» **Problem to work on**
All lines of the entries with "labels" in them must be listed.

------ Provided data

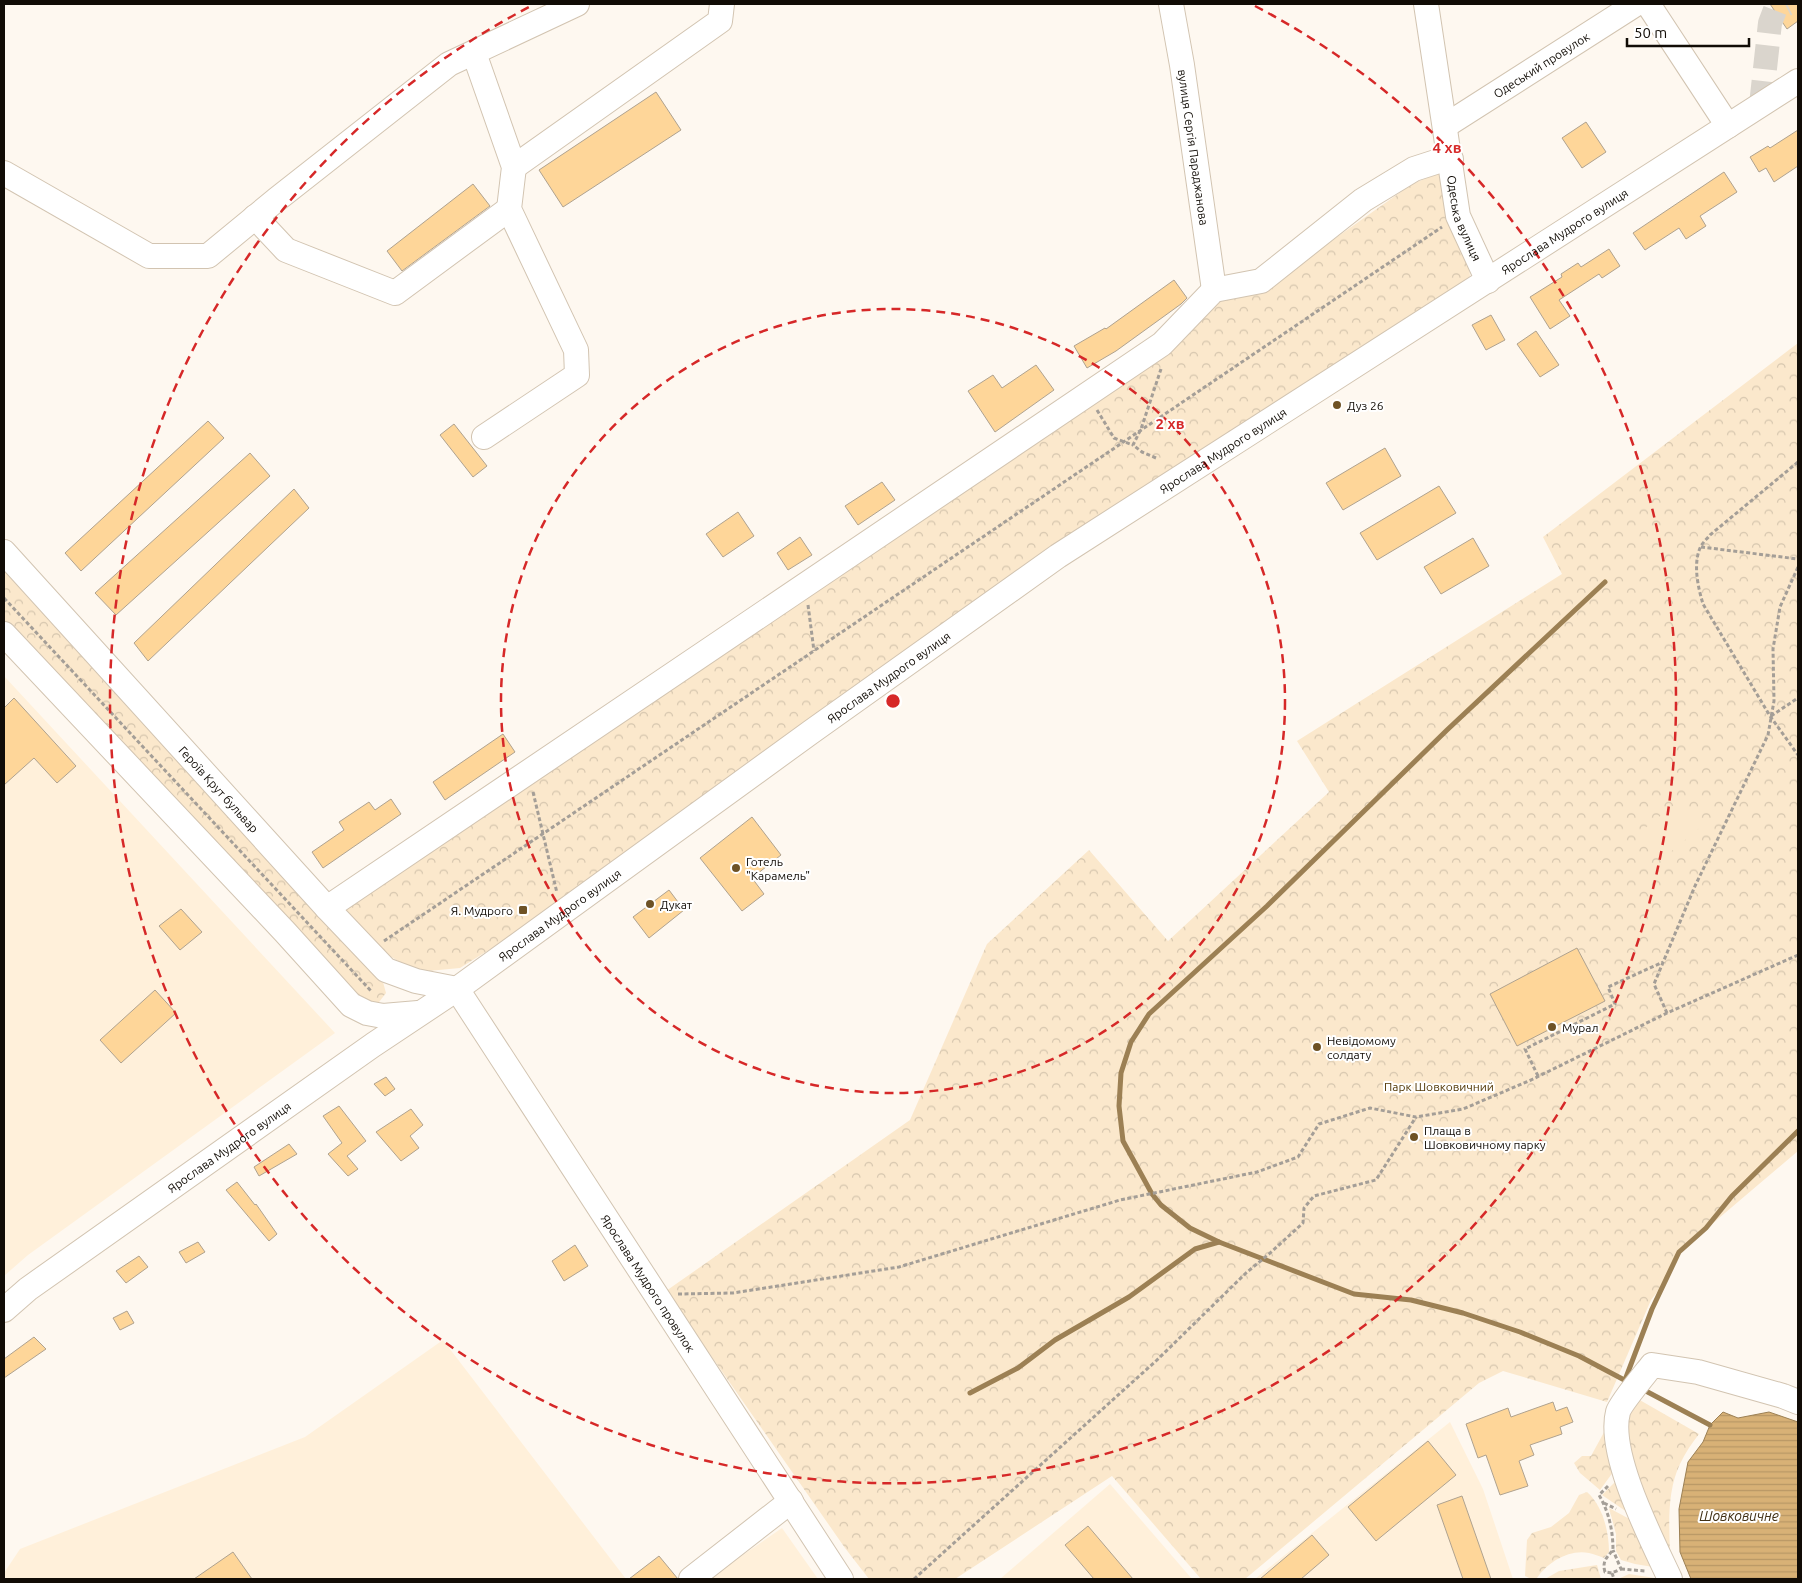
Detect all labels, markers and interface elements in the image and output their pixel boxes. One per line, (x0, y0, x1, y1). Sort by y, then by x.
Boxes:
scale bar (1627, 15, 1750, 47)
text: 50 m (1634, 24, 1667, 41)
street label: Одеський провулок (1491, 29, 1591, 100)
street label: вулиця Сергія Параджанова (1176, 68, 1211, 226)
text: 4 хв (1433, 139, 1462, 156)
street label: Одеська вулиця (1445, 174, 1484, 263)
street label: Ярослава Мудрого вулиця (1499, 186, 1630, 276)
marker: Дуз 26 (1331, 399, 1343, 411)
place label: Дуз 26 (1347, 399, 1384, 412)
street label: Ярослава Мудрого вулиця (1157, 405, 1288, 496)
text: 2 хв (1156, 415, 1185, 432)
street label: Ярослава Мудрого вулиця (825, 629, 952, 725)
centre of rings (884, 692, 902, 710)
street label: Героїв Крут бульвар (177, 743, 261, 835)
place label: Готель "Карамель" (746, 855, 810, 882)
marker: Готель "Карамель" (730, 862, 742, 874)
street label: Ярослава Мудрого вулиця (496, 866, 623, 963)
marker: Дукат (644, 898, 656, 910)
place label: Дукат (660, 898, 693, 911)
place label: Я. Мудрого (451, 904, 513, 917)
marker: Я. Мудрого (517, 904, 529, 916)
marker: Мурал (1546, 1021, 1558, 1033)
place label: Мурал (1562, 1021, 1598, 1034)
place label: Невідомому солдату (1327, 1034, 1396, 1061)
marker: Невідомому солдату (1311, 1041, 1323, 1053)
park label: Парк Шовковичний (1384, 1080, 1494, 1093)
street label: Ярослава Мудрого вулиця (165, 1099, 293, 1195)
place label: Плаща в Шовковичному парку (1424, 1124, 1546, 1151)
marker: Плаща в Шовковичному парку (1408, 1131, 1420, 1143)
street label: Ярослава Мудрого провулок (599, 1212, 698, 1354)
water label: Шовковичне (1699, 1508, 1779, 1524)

------------
------ Provided data

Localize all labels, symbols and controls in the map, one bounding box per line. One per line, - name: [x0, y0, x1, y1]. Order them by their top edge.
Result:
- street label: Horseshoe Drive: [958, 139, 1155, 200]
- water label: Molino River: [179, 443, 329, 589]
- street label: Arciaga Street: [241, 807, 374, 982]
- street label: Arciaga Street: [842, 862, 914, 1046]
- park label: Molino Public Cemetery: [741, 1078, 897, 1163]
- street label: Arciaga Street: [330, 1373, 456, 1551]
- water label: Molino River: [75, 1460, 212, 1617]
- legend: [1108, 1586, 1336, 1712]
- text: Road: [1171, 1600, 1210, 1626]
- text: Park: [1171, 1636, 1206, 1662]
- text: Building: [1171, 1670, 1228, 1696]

------------

» **Solution**
Detect all labels, markers and interface elements in the image and output their pixel boxes. One per line, (x0, y0, x1, y1). Sort by y, then by x.
Localize all labels, symbols and controls in the map, one bounding box per line. One per line, - name: [x0, y0, x1, y1]. Order them by their top edge.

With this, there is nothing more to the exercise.